The Trump campaign views New Hampshire as another battleground state in the 2020 general election. Clinton won New Hampshire in 2016, and the president is making a play to turn it red in the next election.
“New Hampshire, you have a reputation. Very, very elegant state. You’re not acting it tonight, and that’s a good thing,” Trump said to the enthusiastic crowd. “New Hampshire was taken away from us [in 2016] but we did great in New Hampshire. We should’ve won in New Hampshire.”
The president also mentioned another race shaping up in New Hampshire. Corey Lewandowski, who was fired as Trump’s campaign manager but remains close to the president, may run for Senate in the Granite State.

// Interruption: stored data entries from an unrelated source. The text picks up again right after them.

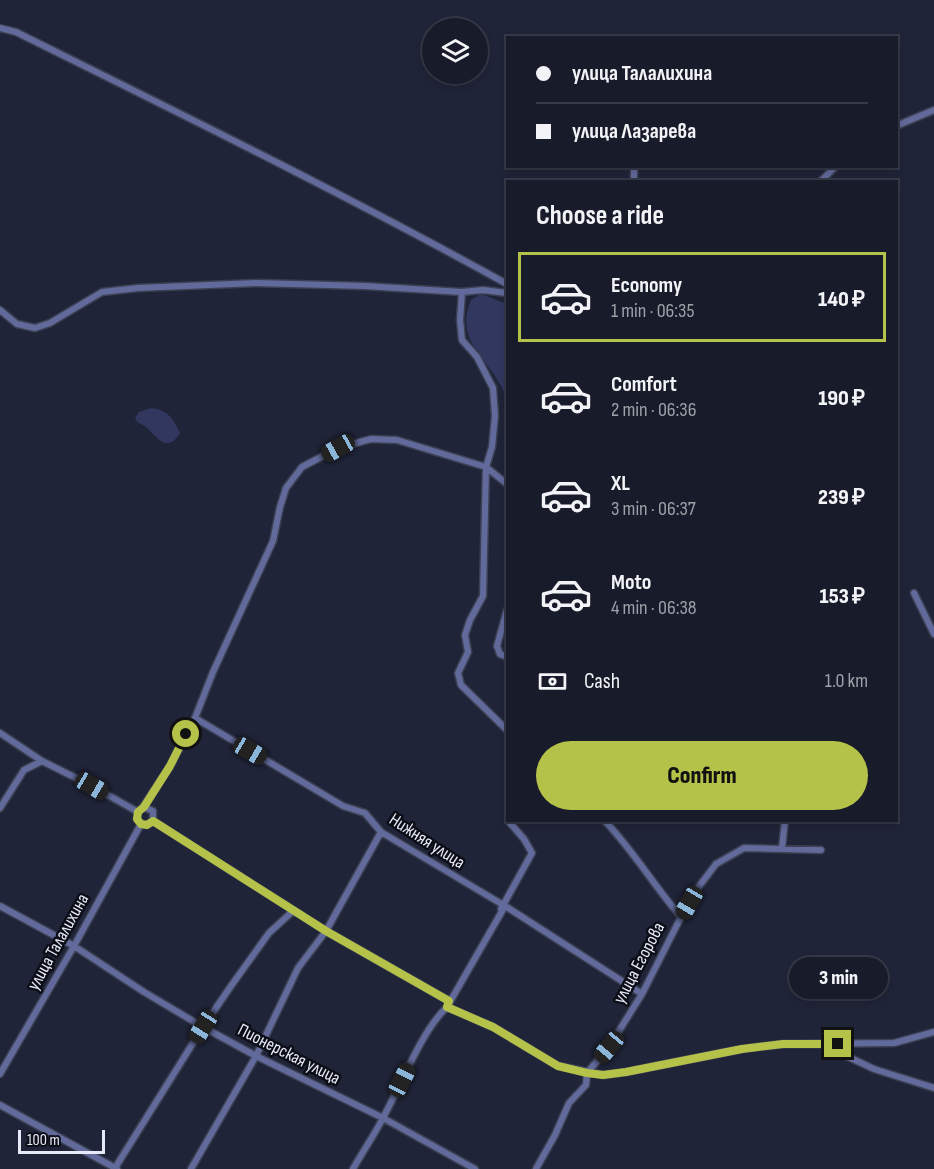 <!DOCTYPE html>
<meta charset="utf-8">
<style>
:root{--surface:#181b2a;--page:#252836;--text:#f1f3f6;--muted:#9fa1a8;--line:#363947;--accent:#b5c249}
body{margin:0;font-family:"Sofia Sans Condensed",sans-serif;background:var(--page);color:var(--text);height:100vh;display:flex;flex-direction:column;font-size:22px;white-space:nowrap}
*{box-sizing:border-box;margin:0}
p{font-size:20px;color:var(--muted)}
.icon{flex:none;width:33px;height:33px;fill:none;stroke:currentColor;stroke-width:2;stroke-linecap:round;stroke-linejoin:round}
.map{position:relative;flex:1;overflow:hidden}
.sheet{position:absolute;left:506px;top:180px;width:392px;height:642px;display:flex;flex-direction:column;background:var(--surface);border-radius:0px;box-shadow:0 3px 9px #0003,0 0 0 2px var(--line)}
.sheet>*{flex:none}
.top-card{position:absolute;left:506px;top:36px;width:392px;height:132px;border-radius:0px;box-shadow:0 3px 9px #0003,0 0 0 2px var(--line);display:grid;align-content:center;height:132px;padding:0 30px;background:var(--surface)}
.fabs{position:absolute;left:422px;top:18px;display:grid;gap:12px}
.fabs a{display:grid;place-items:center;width:66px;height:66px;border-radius:50%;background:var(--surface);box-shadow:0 3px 9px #0003,0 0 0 2px var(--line);font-size:30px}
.scale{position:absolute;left:18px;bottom:15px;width:87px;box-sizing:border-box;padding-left:6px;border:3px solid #e6e9f7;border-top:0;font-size:16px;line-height:21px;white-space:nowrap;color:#e6e9f7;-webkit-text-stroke:4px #0c0e17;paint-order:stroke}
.end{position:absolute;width:27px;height:27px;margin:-14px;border:8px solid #b5c249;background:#111;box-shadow:0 0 0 3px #111}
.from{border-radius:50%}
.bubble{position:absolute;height:42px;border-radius:21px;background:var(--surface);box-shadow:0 3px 9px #0003,0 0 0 2px var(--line);font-size:20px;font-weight:800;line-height:42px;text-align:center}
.car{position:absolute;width:18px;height:36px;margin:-18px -9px;border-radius:8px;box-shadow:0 0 4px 2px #0007;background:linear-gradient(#222 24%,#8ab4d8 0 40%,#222 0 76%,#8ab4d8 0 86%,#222 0)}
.top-card b{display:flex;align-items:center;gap:21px;height:57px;font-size:22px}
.top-card b+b{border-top:2px solid var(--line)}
.top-card i{width:15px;height:15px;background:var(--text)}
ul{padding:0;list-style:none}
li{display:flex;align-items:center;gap:18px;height:90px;margin:0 12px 9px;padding:0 18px;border:3px solid transparent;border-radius:0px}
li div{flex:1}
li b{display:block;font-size:22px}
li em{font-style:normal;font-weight:800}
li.on{border-color:var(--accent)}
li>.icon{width:54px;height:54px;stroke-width:1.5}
h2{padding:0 30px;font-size:27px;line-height:72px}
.pay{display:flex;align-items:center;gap:15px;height:66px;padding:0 30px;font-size:22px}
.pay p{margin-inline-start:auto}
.cta{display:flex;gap:12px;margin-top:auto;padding:12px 30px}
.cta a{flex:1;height:69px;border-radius:36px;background:var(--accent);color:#111;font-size:24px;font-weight:800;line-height:69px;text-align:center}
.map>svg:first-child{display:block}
</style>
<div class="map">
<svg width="934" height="1169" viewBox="0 0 934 1169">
<rect width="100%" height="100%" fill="#202438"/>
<!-- green -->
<path fill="#31375f" d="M481 294 507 304V399C494 360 452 344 471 300Z
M151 408C168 410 173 418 180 433 167 454 158 438 146 427 141 423 138 424 135 418L139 412Z"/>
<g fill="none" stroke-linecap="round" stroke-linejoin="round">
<defs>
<path id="minor" d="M0 28 16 32C181 114 346 195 507 284
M896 126 934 110
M634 182V166
M820 182 836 166
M462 292 460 320 462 340 477 357 493 388 495 416 492 447 486 467 483 596 470 620 465 635 468 652 458 673 461 685 507 730
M0 310 17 324 35 328 50 323 102 292 138 288 256 283 365 286 462 292 483 290 507 293
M914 593 934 634
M507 610 497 646 500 654 507 657
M195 718 343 806 365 813 381 832 505 906 642 994
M0 733 42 761 92 786 138 812
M143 807 170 766 195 718 213 672 273 541 280 507 286 488 302 467 338 448 371 439 397 440 486 467 507 484
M143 807 153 811V821L147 825 141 824 137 819 138 812Z
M0 808 24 770 42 761
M604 820C633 850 654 886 681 917
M153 821 326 931 449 1001 447 1007 493 1027 558 1066 603 1075 626 1072 742 1049 783 1044 894 1043 934 1032
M782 848 785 820
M0 906 74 946 144 992 203 1027 256 1056 383 1118 475 1169
M501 909 532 853 524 839 510 823
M823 1045 874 1069 934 1088
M0 1074 74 946 141 824
M0 1105 117 1169
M115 1168 203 1027 231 986 269 933 293 911
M191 1169 256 1056 298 968 326 931 381 832
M353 1169C363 1151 375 1134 384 1116 401 1085 422 1030 447 1007L505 906
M536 1169 555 1135 569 1103 586 1085 587 1073 609 1047 642 994 681 917 697 889 716 864 744 848 821 850"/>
</defs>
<!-- minor casing -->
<use href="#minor" stroke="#3c4053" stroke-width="9"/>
<!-- minor -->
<use href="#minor" stroke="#616a9b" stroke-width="6"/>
</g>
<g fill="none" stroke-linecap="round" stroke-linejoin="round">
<!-- route -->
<path stroke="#b5c249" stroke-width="8" d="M186 734 170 766 144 807 138 812 137 819 141 824 147 825 153 821 326 931 449 1001 447 1007 493 1027 558 1066 587 1073 603 1075 626 1072 742 1049 783 1044H838"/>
</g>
<g text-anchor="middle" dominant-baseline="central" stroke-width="5" stroke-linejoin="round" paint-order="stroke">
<!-- street labels -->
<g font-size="18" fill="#e6e9f7" stroke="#0c0e17">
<text transform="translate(427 841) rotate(33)">Нижняя улица</text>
<text transform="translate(58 942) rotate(-61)">улица Талалихина</text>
<text transform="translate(639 963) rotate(-62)">улица Егорова</text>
<text transform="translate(289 1054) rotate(27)">Пионерская улица</text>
</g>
</g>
</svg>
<div class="fabs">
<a><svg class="icon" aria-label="layers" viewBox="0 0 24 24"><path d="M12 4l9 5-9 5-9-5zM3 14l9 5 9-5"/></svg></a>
</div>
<div class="scale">100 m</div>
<i class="end from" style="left:186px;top:734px"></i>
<i class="end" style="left:838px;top:1044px"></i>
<div class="bubble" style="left:789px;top:957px;width:99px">3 min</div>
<i class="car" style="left:338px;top:448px;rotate:241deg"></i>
<i class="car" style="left:250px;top:751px;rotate:120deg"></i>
<i class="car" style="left:92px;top:786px;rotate:120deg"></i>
<i class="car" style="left:689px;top:903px;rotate:210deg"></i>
<i class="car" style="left:203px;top:1027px;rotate:212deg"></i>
<i class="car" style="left:609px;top:1047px;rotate:220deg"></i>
<i class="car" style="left:402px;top:1080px;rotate:27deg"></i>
<div class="top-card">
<b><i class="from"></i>улица Талалихина</b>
<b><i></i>улица Лазарева</b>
</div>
<section class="sheet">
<h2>Choose a ride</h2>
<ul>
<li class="on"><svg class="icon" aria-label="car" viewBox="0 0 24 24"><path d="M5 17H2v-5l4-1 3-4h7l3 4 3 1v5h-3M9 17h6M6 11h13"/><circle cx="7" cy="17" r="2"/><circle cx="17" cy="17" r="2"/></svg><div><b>Economy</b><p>1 min · 06:35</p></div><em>140 ₽</em></li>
<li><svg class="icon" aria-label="car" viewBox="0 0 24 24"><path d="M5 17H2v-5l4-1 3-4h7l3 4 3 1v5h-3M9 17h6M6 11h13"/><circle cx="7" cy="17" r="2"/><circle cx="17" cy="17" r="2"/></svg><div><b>Comfort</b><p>2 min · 06:36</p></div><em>190 ₽</em></li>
<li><svg class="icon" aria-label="car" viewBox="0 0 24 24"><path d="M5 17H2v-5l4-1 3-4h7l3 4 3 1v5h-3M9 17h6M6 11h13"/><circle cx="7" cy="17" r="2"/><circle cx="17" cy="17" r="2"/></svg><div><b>XL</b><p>3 min · 06:37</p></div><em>239 ₽</em></li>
<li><svg class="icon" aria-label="car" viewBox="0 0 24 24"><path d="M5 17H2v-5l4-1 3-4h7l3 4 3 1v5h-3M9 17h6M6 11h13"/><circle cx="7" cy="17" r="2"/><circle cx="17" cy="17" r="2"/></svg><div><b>Moto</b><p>4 min · 06:38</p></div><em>153 ₽</em></li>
</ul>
<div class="pay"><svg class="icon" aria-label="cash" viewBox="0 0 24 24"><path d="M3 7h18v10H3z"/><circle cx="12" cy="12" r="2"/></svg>Cash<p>1.0 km</p></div>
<div class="cta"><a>Confirm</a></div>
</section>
</div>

The two spoke about the race on Thursday, according to a person familiar with the conversation.
As he stood before the crowd, Trump lavished praise on Lewandowski, but he stopped short of outright endorsing him.
“I think he’d be tough to beat. I’ll tell you one thing: He’s gonna go into Washington and he’s gonna have you in mind,” Trump said, adding that Lewandowski would be “fantastic.”
But in the next breath, the president conveyed that he wasn’t yet making a declaration of support.
“People ask if I’ll support him and I say, ‘I don’t know if he’s running,’” the president said, before turning to his former aide. “Corey, let us know, please.”
Lewandowski greeted the president upon his arrival at the Manchester airport. He and his family briefly joined Trump on Air Force One. The president departed the airport with Gov. Chris Sununu, a Republican. Sununu, who faces a potentially competitive 2020 reelection bid, has relayed concerns about Lewandowski to party leadership.
During the rally, the president also gave a shout-out to Republican New Hampshire state Rep. Al Baldasaro, who has previously called for Clinton to face a firing squad.
Early on in his speech, the president briefly stopped his remarks when a protester interrupted him. “Go home, start exercising,” Trump taunted as police escorted the man out of the crowd. “That guy’s got a serious weight problem,” he said, though the protesters appeared to be thin.
In the next breath, the president said his campaign was part a movement “built on love.”